25 Management of end-stage liver disease and liver transplantation
Case
A 57-year-old female with primary biliary cirrhosis presents with new onset peripheral oedema and abdominal swelling. Her husband has noticed increasing jaundice and mild attention and concentration changes. Vital signs reveal a mild fever of 37.3° Celsius. The examination is notable for mild confusion, scleral icterus, asterixis, peripheral oedema and a distended abdomen with shifting dullness. Initial laboratory work reveals a total bilirubin of 9.5 mg/dL (normal range 0.1 –1.0), alanine amino-transferase of 68 U/L (7–45), aspartate amino-transferase of 87 U/L (8–43) and alkaline phosphatase of 322. The International Normalized Ratio (INR) is elevated at 1.3 (0.9–1.2) as is the creatinine at 1.5 mg/dL (0.6–1.1), both of which had been previously normal.
End-stage Liver Disease
Compensated cirrhosis
The most common severity assessment tools in use are the Child-Turcotte-Pugh (CTP) score and the Model for End Stage Liver Disease (MELD) score. The CTP score was originally devised to risk stratify cirrhotic patients in need of portocaval shunt surgery due to oesophageal variceal bleeding and incorporates bilirubin, albumin and prothrombin time as well as encephalopathy and ascites measurements (see Table 24.6).

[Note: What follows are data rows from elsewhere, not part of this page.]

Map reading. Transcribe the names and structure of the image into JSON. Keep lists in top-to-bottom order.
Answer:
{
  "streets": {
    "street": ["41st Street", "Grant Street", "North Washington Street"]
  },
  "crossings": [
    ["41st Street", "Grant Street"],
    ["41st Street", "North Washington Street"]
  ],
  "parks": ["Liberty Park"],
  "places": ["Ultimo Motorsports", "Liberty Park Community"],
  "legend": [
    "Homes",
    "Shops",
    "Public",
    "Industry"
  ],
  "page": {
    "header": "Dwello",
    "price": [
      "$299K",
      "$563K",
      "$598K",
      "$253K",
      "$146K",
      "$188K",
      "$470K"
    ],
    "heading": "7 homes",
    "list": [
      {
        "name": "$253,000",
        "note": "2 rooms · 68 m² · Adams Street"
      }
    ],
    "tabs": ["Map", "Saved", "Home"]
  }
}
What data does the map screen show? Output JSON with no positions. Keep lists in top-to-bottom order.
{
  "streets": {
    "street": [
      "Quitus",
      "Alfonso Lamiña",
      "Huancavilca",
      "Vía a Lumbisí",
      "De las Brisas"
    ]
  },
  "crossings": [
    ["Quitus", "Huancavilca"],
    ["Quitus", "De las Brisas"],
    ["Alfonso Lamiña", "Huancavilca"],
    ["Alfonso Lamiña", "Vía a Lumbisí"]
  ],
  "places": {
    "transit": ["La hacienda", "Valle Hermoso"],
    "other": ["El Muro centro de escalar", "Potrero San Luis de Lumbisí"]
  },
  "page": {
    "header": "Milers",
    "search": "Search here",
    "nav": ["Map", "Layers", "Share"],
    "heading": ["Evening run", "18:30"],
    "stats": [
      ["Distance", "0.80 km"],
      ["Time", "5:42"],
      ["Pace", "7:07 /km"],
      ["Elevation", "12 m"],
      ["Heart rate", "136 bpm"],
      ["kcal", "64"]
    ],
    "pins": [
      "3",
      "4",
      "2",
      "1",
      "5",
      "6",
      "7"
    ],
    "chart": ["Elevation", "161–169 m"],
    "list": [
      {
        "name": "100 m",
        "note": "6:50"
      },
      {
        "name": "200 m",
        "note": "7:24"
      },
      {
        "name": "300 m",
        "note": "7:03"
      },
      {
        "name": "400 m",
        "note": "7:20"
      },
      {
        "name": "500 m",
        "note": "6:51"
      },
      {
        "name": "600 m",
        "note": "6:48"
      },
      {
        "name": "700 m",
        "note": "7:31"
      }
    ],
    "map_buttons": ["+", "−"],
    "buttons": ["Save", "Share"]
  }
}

The MELD score was first developed to predict short-term prognosis in patients undergoing TIPS. The MELD score (http://www.unos.org/resources/meldpeldcalculator.asp) is based on three continuous, objective variables: bilirubin, creatinine and the INR of prothrombin time. Patients are assigned a score based on these three variables, from 6 through 40, corresponding to a 3-month survival of nearly zero and over 80% respectively. The MELD score has been validated as an accurate predictor of survival in acute liver failure, alcoholic hepatitis, a variety of chronic liver diseases and variceal bleeding, amongst others.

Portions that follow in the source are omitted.